- **INPUT FOR THIS TASK**
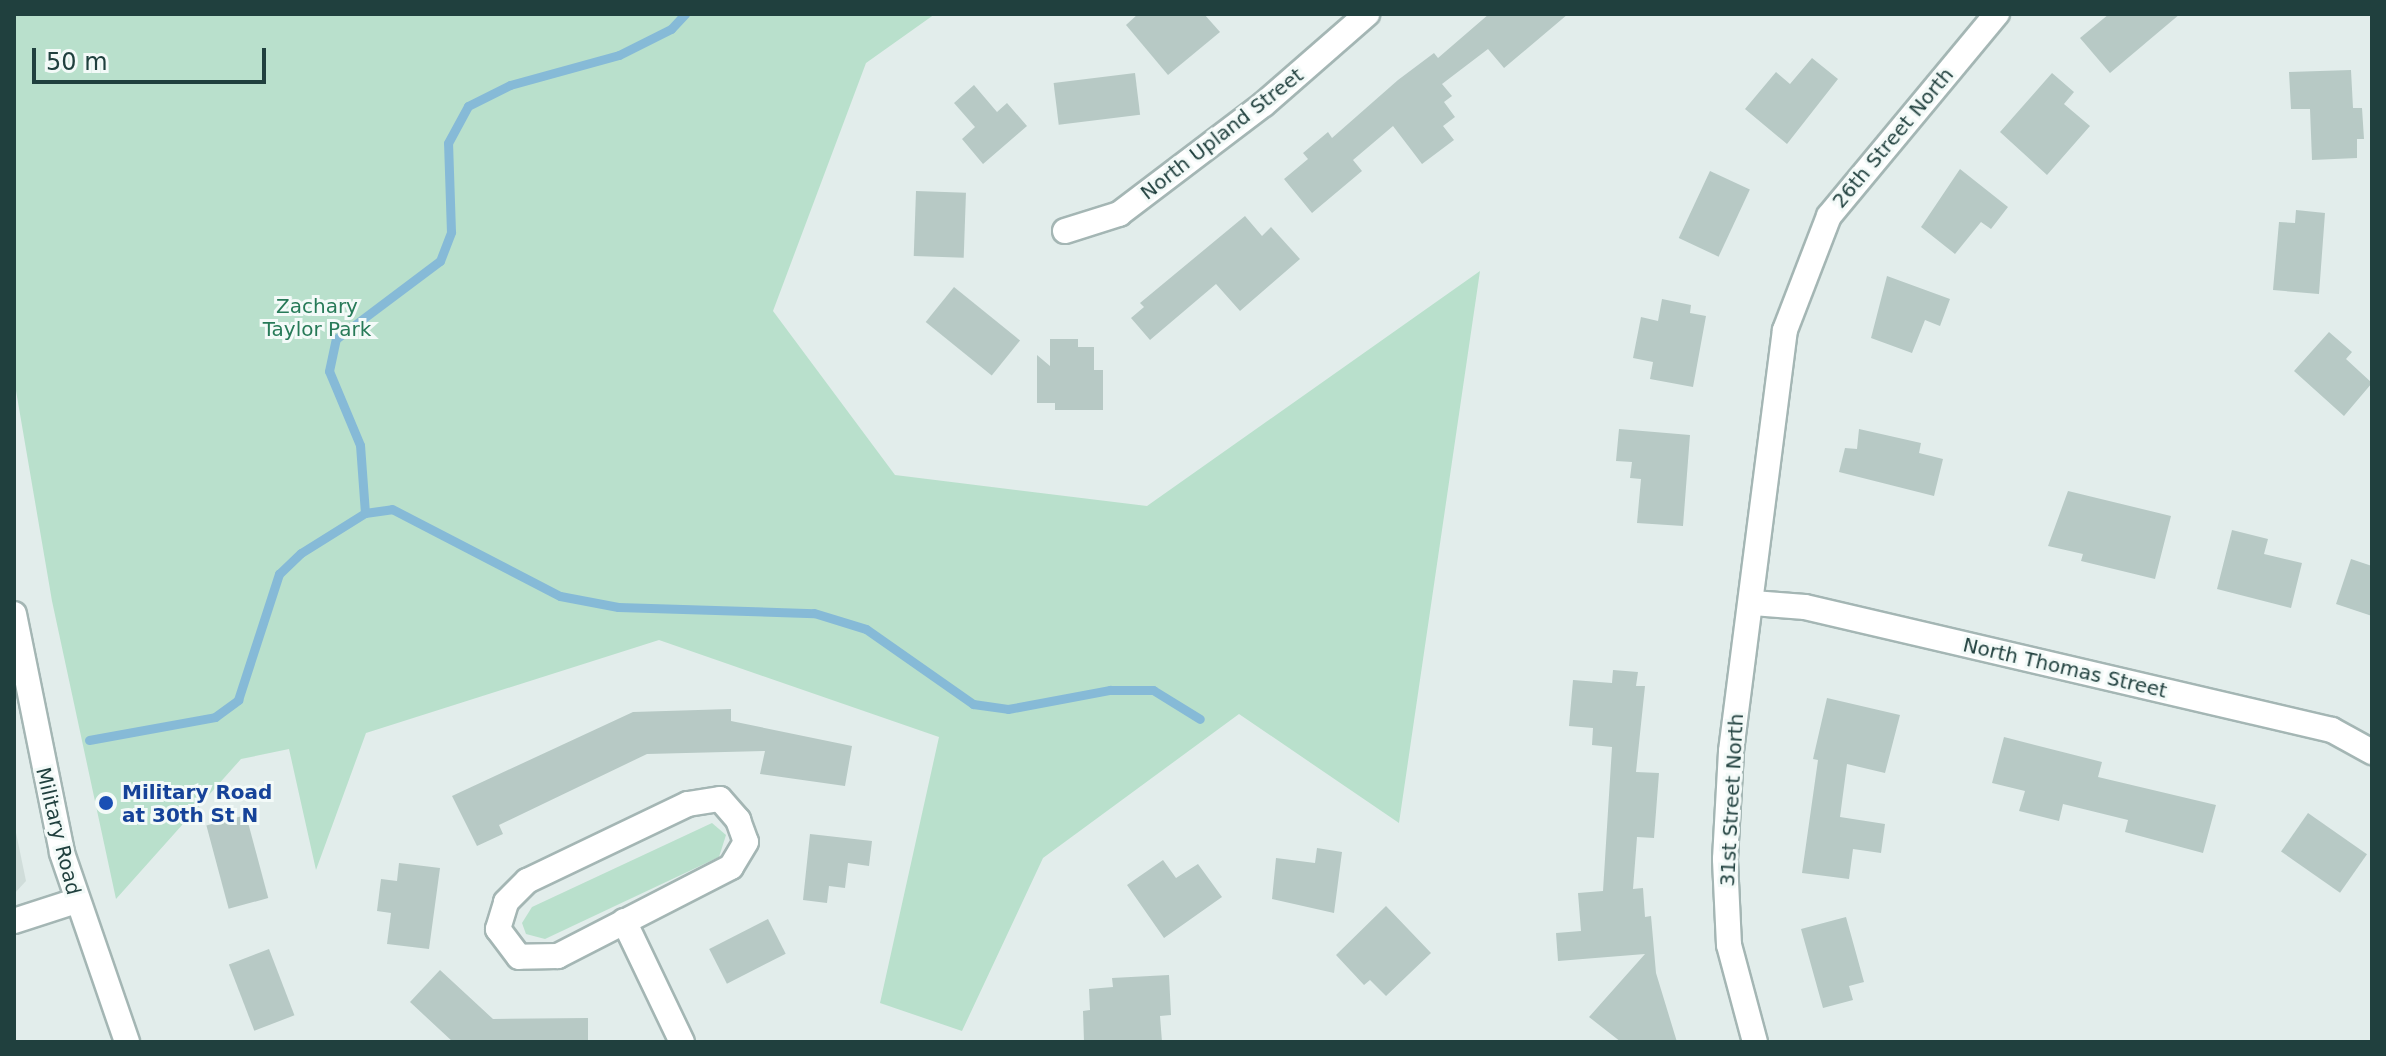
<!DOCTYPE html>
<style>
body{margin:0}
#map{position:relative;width:2386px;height:1056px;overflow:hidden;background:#e2edeb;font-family:"DejaVu Sans",sans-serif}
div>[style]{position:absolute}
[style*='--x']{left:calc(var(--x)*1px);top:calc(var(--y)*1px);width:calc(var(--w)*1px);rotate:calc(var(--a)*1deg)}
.built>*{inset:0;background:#d0ddda}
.green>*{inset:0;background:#b9e0cc}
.stream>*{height:9px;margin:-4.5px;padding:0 4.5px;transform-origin:4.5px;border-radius:4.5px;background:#86bad7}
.building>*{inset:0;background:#b7c9c5;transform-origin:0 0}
.roads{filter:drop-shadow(2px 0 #a4b6b4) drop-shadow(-2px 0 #a4b6b4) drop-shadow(0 2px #a4b6b4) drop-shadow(0 -2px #a4b6b4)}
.minor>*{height:24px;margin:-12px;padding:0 12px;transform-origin:12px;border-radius:12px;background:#fff}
.tertiary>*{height:24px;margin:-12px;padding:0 12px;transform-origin:12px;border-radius:12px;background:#fff}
.secondary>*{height:24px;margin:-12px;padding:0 12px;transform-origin:12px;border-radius:12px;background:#fff}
.dots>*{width:22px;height:22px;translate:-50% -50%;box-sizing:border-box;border:4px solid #f3faf8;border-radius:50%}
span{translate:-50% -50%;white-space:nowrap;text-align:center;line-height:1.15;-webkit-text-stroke:6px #f3faf8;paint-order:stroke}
.street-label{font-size:20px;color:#20403e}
.park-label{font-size:20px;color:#277a58}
.transit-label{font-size:20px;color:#164399;font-weight:700}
.left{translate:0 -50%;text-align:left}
.frame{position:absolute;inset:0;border:16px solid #20403e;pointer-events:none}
.scale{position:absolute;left:32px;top:48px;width:234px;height:36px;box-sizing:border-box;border:4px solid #20403e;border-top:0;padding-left:10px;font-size:24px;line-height:28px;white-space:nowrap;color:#20403e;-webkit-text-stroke:6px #f3faf8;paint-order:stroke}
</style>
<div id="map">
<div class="built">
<i style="clip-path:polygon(14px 823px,26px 881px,14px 894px)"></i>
</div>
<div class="green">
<i style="clip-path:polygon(14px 14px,935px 14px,866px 63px,773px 311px,895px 475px,1147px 506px,1480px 271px,1399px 823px,1239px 714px,1043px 858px,962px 1031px,880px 1003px,939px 737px,659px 640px,366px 733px,316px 870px,289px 749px,241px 759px,116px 899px,52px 601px,14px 379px)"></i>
<i style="clip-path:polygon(712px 823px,726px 835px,719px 857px,545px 939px,526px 934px,522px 923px,532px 907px)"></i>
</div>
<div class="stream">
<i style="--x:365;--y:513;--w:68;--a:-94.2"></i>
<i style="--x:360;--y:445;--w:80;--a:-112.7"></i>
<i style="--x:329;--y:371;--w:33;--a:-78"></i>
<i style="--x:336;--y:339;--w:130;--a:-36.9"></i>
<i style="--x:440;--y:261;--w:31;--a:-69"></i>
<i style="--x:451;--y:232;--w:89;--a:-91.9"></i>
<i style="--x:448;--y:143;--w:42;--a:-61.6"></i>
<i style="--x:468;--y:106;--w:47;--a:-26.6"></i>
<i style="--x:510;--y:85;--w:113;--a:-15.4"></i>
<i style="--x:619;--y:55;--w:58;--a:-26.6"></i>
<i style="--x:671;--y:29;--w:21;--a:-47"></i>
<i style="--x:89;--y:740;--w:128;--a:-10.3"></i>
<i style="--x:215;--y:717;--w:29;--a:-36"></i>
<i style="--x:238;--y:700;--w:133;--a:-72"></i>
<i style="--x:279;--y:574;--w:30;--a:-44"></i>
<i style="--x:301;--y:553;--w:75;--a:-32"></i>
<i style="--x:365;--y:513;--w:27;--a:-8"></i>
<i style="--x:392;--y:509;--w:189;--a:27.4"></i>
<i style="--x:560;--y:596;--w:59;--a:10.7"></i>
<i style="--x:618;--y:607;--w:196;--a:1.8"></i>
<i style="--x:814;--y:613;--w:54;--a:17.1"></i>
<i style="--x:866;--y:629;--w:131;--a:35"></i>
<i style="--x:973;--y:704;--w:35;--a:8"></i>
<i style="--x:1008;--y:709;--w:104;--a:-10.6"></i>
<i style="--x:1110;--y:690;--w:43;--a:0"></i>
<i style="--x:1153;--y:690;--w:55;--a:31.7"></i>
</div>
<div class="building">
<i style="clip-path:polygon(1138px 14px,1204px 14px,1220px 32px,1168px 75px,1126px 25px)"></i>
<i style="clip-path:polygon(1489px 14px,1568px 14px,1504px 68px,1488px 49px,1442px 84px,1452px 96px,1444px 102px,1455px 117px,1443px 126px,1454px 140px,1422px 164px,1393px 126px,1353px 160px,1362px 171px,1312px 213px,1284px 179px,1308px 159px,1303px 153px,1328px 132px,1332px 138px,1398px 80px,1434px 53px,1438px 58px)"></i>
<i style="clip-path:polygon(2109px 14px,2180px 14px,2110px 73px,2080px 38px)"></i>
<i style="clip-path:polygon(1812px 58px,1838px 79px,1787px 144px,1745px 109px,1776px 72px,1790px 84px)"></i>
<i style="clip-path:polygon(2351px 70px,2353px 108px,2362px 108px,2364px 139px,2357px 139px,2357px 158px,2312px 160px,2310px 109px,2291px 109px,2289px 72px)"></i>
<i style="left:1135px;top:73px;width:42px;height:82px;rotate:83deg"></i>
<i style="clip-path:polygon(2052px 73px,2074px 92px,2064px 104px,2090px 126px,2047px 175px,2000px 132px)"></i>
<i style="clip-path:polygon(974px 85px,997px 112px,1007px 103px,1027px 126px,983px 164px,962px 139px,975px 127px,954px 103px)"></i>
<i style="clip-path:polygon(1960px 169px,2008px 207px,1991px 229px,1981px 222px,1955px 254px,1921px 227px)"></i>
<i style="left:1710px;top:171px;width:44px;height:74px;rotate:25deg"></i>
<i style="left:916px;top:191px;width:50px;height:65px;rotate:2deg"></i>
<i style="clip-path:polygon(2296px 210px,2325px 213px,2319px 294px,2273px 290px,2279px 222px,2295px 223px)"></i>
<i style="clip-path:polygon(1245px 216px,1262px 236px,1271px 227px,1300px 259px,1240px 311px,1216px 284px,1150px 340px,1131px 318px,1144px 307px,1140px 303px)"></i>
<i style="clip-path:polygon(1887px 276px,1950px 299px,1940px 326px,1925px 320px,1912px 353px,1871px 338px)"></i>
<i style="left:954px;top:287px;width:85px;height:45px;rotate:39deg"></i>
<i style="clip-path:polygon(1662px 299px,1691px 305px,1690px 313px,1706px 316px,1693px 387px,1650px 379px,1653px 362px,1633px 358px,1641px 317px,1658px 321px)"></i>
<i style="clip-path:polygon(2329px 332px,2352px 352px,2346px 359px,2372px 383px,2344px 416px,2294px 371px)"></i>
<i style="clip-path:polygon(1050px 339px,1078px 339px,1078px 347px,1094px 347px,1094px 370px,1103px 370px,1103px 410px,1055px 410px,1055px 403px,1037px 403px,1037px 355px,1050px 366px)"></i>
<i style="clip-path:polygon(1619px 429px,1690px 435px,1683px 526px,1637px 523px,1641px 479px,1630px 478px,1632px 462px,1616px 461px)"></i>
<i style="clip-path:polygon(1859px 429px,1921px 443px,1919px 453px,1943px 459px,1934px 496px,1839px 472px,1845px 448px,1857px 449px)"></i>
<i style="clip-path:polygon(2068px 491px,2171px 516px,2155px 579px,2081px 561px,2083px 554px,2048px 546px)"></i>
<i style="clip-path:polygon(2232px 530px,2268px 539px,2264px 554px,2302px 563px,2291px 608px,2217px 589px)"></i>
<i style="clip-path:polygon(2351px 559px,2372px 566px,2372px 616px,2336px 604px)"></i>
<i style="clip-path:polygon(1613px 670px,1638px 672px,1636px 686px,1645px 686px,1636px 772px,1659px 773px,1654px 838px,1637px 837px,1633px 889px,1643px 888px,1645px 917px,1651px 916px,1656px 973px,1677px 1042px,1621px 1042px,1589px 1017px,1645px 954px,1558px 961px,1556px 933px,1581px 931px,1578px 893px,1603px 891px,1612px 747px,1592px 745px,1593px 728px,1569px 726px,1573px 680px,1612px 683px)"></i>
<i style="clip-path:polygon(1827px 698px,1900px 715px,1885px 773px,1847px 764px,1840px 817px,1885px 824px,1881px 853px,1853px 849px,1849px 879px,1802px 873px,1818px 760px,1813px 759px)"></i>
<i style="clip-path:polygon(731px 709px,731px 721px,852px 746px,845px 786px,760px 774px,765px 751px,647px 754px,499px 825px,503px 834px,477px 846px,452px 796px,633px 712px)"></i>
<i style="clip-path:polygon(2004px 737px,2102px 762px,2098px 777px,2216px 805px,2203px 853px,2125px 832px,2128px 820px,2063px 804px,2059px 821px,2019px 811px,2025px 791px,1992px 783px)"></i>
<i style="left:2308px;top:813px;width:72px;height:47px;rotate:35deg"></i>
<i style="left:246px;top:815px;width:86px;height:41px;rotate:75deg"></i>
<i style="clip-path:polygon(810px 834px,872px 841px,869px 866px,848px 863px,845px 888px,829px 886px,827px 903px,803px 900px)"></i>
<i style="clip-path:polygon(1317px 848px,1342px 852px,1334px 913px,1272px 899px,1276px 858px,1315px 863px)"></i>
<i style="clip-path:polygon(1163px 860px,1176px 878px,1198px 864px,1222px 897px,1164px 938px,1127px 885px)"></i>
<i style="clip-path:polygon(399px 863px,440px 868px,429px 949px,387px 944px,391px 913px,377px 911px,381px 879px,397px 881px)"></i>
<i style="clip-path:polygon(1386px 906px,1431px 953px,1386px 996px,1370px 980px,1364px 985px,1336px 955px)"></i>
<i style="clip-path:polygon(1846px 917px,1864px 982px,1849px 986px,1853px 1000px,1823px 1008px,1801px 929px)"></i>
<i style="left:768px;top:919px;width:39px;height:66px;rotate:63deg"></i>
<i style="left:269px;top:949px;width:71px;height:43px;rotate:69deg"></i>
<i style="clip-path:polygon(440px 970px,493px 1019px,588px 1018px,588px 1042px,453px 1042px,410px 1002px)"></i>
<i style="clip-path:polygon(1169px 975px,1171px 1015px,1160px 1016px,1162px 1042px,1084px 1042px,1083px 1011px,1090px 1010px,1089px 989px,1113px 987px,1112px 978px)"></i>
</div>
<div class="roads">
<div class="minor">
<i style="--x:1065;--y:231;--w:57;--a:-17.5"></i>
<i style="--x:1119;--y:214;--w:182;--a:-37.2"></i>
<i style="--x:1264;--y:104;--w:137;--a:-41.1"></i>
<i style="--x:1753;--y:603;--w:52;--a:4.4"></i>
<i style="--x:1805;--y:607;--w:541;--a:13.14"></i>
<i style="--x:2332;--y:730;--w:46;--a:28.8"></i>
<i style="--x:720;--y:799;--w:28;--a:49"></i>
<i style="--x:738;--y:820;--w:23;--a:70"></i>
<i style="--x:746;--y:842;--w:29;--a:121"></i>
<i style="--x:731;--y:867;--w:195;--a:152.8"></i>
<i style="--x:558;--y:956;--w:39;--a:179"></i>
<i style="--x:519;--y:957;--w:35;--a:-127"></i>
<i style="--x:498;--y:929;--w:28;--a:-73"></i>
<i style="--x:506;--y:902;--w:30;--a:-45"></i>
<i style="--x:527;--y:881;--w:178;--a:-25.6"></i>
<i style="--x:688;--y:804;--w:32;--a:-9"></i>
<i style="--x:14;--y:921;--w:65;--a:-17.9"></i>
<i style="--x:624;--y:921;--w:134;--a:64.4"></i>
</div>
<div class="tertiary">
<i style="--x:1755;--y:1042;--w:100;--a:-105"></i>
<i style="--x:1729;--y:945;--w:86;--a:-92.7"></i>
<i style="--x:1725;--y:859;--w:108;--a:-86.8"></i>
<i style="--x:1731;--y:751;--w:424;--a:-82.7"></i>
<i style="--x:1785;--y:330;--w:122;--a:-68.9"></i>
<i style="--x:1829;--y:216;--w:263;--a:-50.3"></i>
</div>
<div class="secondary">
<i style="--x:14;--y:614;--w:244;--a:78.6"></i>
<i style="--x:62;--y:853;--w:200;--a:71"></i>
</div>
</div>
<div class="dots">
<i style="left:106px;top:803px;background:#1a4fb4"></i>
</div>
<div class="street-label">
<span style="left:1222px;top:134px;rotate:-38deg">North Upland Street</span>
<span style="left:1893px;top:138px;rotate:-50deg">26th Street North</span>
<span style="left:2065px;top:668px;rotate:13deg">North Thomas Street</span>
<span style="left:1732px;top:800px;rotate:-87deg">31st Street North</span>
<span style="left:58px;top:831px;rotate:76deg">Military Road</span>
</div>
<div class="park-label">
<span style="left:317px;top:318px">Zachary<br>Taylor Park</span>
</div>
<div class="transit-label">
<span class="left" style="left:122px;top:804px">Military Road<br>at 30th St N</span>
</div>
<div class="frame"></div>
<div class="scale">50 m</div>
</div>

- **TASK DESCRIPTION**
Copy each line of the records that contains the word "stream".

- **TASK OUTPUT**
.stream>*{height:9px;margin:-4.5px;padding:0 4.5px;transform-origin:4.5px;border-radius:4.5px;background:#86bad7}
<div class="stream">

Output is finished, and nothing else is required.